No great wonder then that this Spirit came with the sign of the sound of a mighty rushing wind. For as the raging tempest is not restrained by the will and ways of man, so, too, this Spirit, mightier than the mightiest tempest, is not limited by human conditions or laws but dispenses His gifts in superb disregard of all that we are and of any condition of the heart. And sinful though we may be He assures us by the signs of the living flaming, cloven tongues of fire that He is able to burn away all filth of sin and turn our darkness into light and cause us to walk in the glorious liberty of the sons of God.

And it is upon the Church only that this Spirit was poured out, even as Christ had said: “Whom the world cannot receive, because it seeth Him not, neither knoweth Him, but ye know Him; for He dwelleth with you, and shall be in you.” To this the apostle adds: “Because ye are sons.
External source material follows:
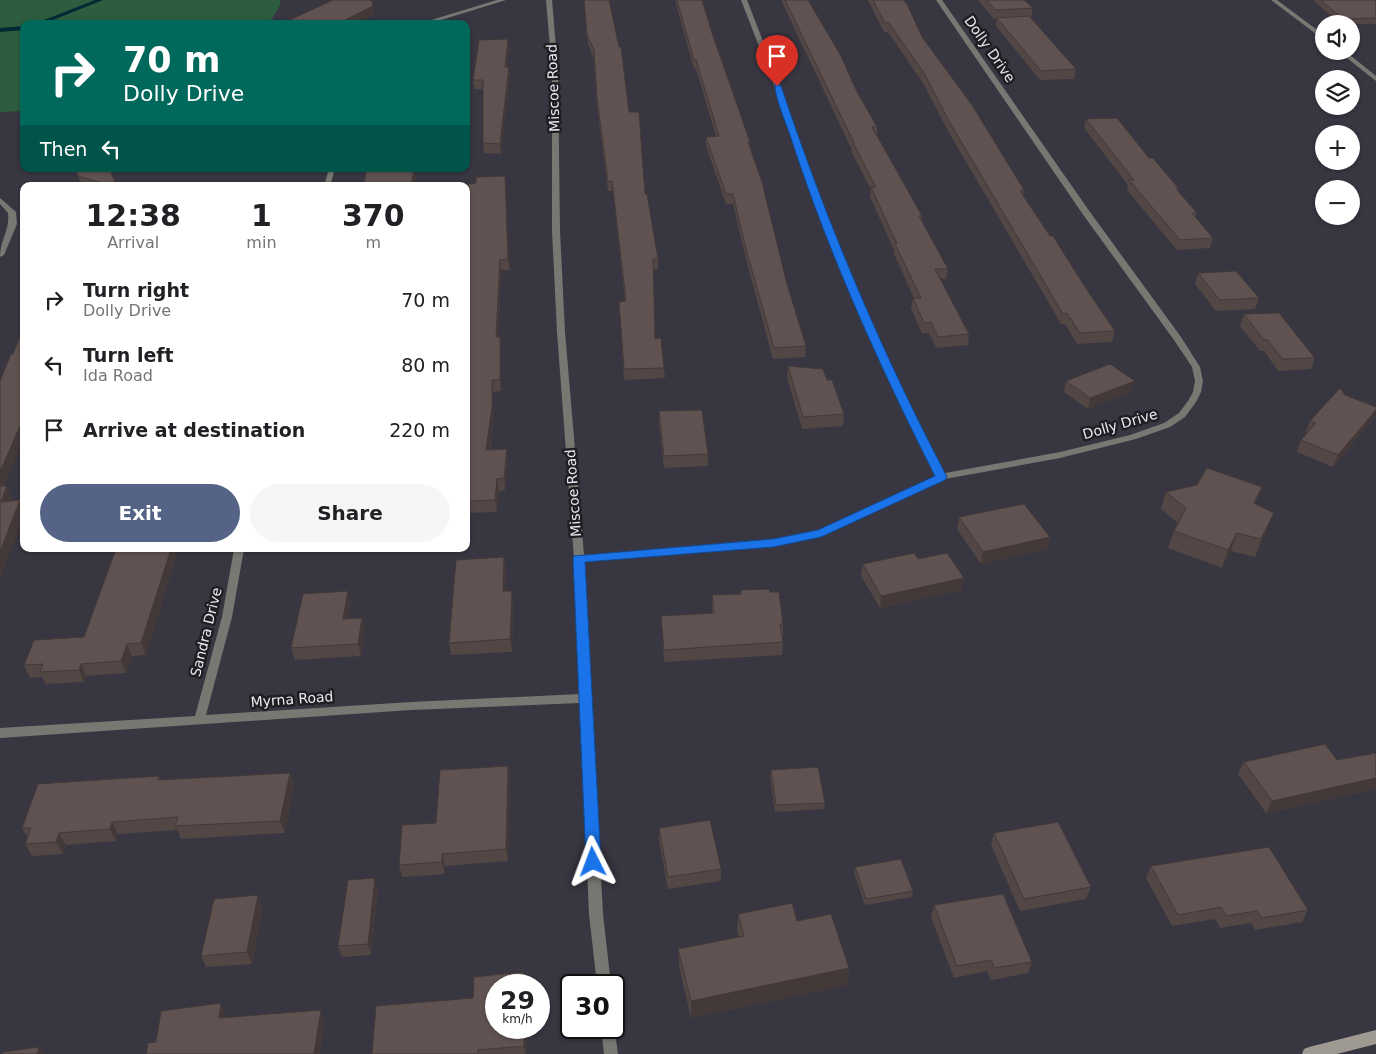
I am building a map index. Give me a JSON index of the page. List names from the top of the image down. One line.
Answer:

God hath sent forth the Spirit of His Son into your hearts.” And that little word “because” does not reflect upon our work, but upon God’s work in His people. Therefore the apostle reminded us in the preceding verse: “But when the fullness of the time came, God sent forth His Son, born of a woman, born under the law, that He might redeem them which were under the law.” And why, what is the purpose? “That we might receive the adoption of sons.” Hence, it is of God to His Church, and where the grace of Christ and His atoning blood is not found there men look in you for this Spirit, But wheresoever the grace of Christ and His atoning blood has worked its marvelous deeds of redemption there He hath sent His Spirit with joy and peace untold and with life that never ends, for where the Spirit dwells there God Himself dwells and we with Him.

Thus the day of Pentecost is the crowning day, the day of our victory in Christ and even though here on earth the life which we have in Christ through the Spirit is hid we know that when He shall appear we shall appear with Him in glory. One day our tongues shall be perfectly loosed from the curse of Babel’s confusion and we shall speak the praises of God in heavenly perfection. “For as many as are led by the Spirit of God, they are the Sons of God.” Theirs is the inheritance eternal and: their peace shall be like a river for theirs is the victory in Christ through the Spirit of Pentecost.